CI (`.github/workflows/docs.yml`) builds the site strictly on every push + PR and
deploys to GitHub Pages on every merge to `main`.

## Status

**Phase 5 landed** — visualisation, Jinja2 reports, declarative runner (`bitig run`), and a
Rich-based interactive `bitig shell`.

**Forensic phase landed** — six additions (General Impostors, LR + calibration + evaluation
metrics, Sapkota categories + Stamatatos distortion, Unmasking, chain-of-custody + forensic
report template, PAN harness).

**Multi-language phase landed** — first-class support for English, Turkish, German, Spanish,
French behind a `bitig.languages` registry. Turkish parses through Stanford Stanza (BOUN
treebank) via `spacy-stanza`, returning native spaCy `Doc` objects so every feature extractor
works unchanged. Native readability formulas per language (Ateşman + Bezirci–Yılmaz for
Turkish, Flesch-Amstad + Wiener Sachtextformel for German, Fernández-Huerta + Szigriszt-Pazos
for Spanish, Kandel–Moles + LIX for French). Function-word lists generated reproducibly from
UD closed-class tokens.

**Docs site landed** — MkDocs Material site with Concepts, Forensic toolkit, Federalist +
PAN-CLEF + Turkish tutorials, and CLI/API reference. **417 tests passing.**

**Docs site is multilingual** — English (default) and Turkish (`/tr/`) launched via
`mkdocs-static-i18n`; DE/ES/FR infrastructure ready, translation content deferred.

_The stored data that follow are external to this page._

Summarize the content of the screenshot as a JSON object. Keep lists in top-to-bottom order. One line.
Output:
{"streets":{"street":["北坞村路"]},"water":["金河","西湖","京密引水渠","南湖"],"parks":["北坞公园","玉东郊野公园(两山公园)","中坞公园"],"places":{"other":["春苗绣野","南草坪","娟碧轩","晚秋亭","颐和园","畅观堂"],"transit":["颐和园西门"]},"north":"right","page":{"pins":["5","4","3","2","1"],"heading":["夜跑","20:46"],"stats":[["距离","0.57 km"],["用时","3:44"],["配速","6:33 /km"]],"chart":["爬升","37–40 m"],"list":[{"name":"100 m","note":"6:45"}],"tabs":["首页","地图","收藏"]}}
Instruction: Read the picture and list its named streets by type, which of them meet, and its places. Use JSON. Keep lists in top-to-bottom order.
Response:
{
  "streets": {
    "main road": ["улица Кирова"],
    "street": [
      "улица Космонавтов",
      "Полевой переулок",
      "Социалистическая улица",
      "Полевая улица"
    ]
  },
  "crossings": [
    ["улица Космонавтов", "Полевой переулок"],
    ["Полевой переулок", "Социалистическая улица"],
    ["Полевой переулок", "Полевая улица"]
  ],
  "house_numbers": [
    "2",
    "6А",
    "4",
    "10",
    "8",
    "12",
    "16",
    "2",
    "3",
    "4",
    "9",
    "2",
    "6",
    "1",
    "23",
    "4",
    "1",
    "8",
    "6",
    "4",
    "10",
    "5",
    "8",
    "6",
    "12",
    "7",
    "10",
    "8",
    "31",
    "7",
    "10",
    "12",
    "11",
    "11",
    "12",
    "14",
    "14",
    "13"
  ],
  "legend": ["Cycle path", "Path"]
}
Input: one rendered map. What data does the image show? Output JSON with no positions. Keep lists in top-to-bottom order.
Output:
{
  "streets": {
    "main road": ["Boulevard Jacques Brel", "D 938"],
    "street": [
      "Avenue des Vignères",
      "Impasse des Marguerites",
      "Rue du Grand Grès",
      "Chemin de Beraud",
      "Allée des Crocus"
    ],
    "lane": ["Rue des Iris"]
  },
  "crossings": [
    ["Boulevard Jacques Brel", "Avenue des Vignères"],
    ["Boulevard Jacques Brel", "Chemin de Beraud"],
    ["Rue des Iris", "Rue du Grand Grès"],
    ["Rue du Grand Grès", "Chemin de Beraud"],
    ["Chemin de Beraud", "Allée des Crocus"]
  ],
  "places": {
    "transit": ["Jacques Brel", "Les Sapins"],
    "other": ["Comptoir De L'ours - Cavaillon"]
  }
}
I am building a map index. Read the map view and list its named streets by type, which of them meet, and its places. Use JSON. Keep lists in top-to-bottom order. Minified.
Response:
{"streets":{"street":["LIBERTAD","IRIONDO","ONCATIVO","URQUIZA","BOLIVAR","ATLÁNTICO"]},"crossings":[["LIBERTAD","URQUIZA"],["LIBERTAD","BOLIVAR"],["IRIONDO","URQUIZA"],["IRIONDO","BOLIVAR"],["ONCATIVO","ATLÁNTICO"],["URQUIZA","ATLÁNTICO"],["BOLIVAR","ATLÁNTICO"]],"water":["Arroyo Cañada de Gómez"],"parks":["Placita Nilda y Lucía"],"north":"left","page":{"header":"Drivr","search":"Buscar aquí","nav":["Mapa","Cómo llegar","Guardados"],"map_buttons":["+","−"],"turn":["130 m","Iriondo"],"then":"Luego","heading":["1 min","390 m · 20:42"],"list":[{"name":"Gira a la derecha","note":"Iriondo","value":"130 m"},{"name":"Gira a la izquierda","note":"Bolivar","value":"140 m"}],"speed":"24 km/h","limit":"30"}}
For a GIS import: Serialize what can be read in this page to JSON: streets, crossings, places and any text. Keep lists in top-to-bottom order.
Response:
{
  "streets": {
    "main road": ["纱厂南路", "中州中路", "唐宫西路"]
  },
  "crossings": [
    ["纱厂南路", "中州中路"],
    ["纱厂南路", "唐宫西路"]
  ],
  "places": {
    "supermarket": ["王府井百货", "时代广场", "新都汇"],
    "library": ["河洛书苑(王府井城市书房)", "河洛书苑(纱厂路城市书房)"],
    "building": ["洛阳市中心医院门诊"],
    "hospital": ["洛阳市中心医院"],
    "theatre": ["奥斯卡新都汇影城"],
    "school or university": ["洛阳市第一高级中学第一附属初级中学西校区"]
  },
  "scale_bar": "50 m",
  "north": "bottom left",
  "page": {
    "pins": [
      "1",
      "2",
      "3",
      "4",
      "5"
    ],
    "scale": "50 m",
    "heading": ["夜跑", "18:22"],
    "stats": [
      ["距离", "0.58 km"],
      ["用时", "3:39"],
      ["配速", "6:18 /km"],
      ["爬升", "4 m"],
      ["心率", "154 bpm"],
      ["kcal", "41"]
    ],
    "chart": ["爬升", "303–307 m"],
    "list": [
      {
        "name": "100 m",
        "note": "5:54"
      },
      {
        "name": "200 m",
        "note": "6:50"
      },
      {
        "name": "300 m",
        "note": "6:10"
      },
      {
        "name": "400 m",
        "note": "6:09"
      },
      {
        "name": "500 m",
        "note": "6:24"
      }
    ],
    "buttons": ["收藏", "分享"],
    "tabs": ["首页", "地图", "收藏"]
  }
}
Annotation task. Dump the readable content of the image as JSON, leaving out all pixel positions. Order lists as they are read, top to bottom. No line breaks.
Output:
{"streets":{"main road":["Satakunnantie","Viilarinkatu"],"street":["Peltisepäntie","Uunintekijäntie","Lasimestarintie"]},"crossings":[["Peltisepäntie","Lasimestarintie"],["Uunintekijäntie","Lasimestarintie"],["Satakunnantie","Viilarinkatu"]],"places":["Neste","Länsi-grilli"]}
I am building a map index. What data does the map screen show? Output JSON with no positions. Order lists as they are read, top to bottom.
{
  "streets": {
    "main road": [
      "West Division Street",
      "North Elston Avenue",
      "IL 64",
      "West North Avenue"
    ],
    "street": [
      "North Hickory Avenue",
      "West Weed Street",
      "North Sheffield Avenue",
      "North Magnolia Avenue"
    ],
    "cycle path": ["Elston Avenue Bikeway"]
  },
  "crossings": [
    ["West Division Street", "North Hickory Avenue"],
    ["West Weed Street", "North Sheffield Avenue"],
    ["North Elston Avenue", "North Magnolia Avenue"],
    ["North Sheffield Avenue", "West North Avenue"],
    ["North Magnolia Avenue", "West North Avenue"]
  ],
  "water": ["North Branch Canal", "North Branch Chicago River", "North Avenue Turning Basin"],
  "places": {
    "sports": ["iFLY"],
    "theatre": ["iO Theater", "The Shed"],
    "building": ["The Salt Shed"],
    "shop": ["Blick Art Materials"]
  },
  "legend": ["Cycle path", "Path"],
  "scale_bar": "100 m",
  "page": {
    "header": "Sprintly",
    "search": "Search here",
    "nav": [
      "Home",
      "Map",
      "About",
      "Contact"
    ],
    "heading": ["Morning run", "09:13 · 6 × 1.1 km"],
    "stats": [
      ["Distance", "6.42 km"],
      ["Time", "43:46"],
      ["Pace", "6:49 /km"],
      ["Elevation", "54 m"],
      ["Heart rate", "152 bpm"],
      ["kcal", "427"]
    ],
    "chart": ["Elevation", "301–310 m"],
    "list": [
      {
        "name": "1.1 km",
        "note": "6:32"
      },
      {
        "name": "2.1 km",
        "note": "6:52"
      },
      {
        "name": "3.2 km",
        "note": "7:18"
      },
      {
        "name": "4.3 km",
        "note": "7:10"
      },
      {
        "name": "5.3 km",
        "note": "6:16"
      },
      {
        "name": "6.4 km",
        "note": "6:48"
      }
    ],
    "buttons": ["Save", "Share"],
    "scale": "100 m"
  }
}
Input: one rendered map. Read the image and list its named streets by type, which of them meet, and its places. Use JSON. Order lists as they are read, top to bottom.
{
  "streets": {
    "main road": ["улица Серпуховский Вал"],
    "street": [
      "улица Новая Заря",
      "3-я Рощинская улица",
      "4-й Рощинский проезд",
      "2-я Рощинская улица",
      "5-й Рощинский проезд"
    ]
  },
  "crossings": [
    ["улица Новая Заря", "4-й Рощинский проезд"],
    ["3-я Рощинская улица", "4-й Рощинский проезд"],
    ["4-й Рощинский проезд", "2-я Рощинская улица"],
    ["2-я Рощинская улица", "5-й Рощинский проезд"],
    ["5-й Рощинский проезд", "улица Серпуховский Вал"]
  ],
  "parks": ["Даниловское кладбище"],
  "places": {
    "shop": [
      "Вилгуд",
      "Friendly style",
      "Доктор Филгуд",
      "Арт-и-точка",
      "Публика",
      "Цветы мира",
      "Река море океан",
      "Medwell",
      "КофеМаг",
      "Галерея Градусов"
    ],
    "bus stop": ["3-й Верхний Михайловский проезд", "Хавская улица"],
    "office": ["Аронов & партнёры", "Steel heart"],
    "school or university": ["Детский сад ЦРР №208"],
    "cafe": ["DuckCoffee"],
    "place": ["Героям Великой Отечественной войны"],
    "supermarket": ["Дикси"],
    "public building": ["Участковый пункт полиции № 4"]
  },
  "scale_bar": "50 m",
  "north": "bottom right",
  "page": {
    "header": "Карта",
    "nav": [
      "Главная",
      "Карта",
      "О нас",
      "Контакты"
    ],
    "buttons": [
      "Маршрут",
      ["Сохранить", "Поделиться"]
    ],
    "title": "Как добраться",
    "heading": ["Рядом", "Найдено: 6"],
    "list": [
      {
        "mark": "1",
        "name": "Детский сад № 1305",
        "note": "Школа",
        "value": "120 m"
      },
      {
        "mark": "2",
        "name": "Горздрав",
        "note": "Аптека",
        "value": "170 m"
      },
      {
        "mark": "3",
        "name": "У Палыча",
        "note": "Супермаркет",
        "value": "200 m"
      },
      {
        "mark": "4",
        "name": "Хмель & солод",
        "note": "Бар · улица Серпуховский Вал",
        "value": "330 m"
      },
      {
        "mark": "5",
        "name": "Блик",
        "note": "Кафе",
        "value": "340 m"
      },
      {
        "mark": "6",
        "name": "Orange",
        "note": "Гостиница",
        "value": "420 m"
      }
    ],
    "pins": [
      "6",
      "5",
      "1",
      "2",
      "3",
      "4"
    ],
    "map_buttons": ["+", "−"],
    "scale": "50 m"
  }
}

**Remaining** — PyPI publish.

See [`docs/superpowers/specs/2026-04-17-bitig-stylometry-package-design.md`](docs/superpowers/specs/2026-04-17-bitig-stylometry-package-design.md) for the full design.

## License

BSD-3-Clause. See [`LICENSE`](LICENSE).

## Citation

If you use bitig in published work, please cite it — see [`CITATION.cff`](CITATION.cff).

## References

The forensic toolkit implements methods from the following peer-reviewed sources:

- Koppel, M., & Winter, Y. (2014). Determining if two documents are written by the same
  author. *JASIST*, 65(1), 178–187.
- Koppel, M., & Schler, J. (2004). Authorship verification as a one-class classification
  problem. *Proceedings of ICML 2004*, 489–495.
- Sapkota, U., Bethard, S., Montes-y-Gómez, M., & Solorio, T. (2015). Not all character
  n-grams are created equal. *Proceedings of NAACL-HLT 2015*, 93–102.
- Stamatatos, E. (2013). On the robustness of authorship attribution based on character
  n-gram features. *Journal of Law and Policy*, 21(2), 421–439.
- Brümmer, N., & du Preez, J. (2006). Application-independent evaluation of speaker
  detection. *Computer Speech & Language*, 20(2–3), 230–275.
- Peñas, A., & Rodrigo, A. (2011). A simple measure to assess non-response. *Proceedings of
  ACL-HLT 2011*, 1415–1424.
- Platt, J. C. (1999). Probabilistic outputs for SVMs and comparisons to regularized
  likelihood methods. *Advances in Large Margin Classifiers*, 61–74.
- ENFSI (2015). *Guideline for evaluative reporting in forensic science*; Nordgaard, A.,
  Ansell, R., Drotz, W., & Jaeger, L. (2012). Scale of conclusions for the value of
  evidence. *Law, Probability and Risk*, 11(1), 1–24.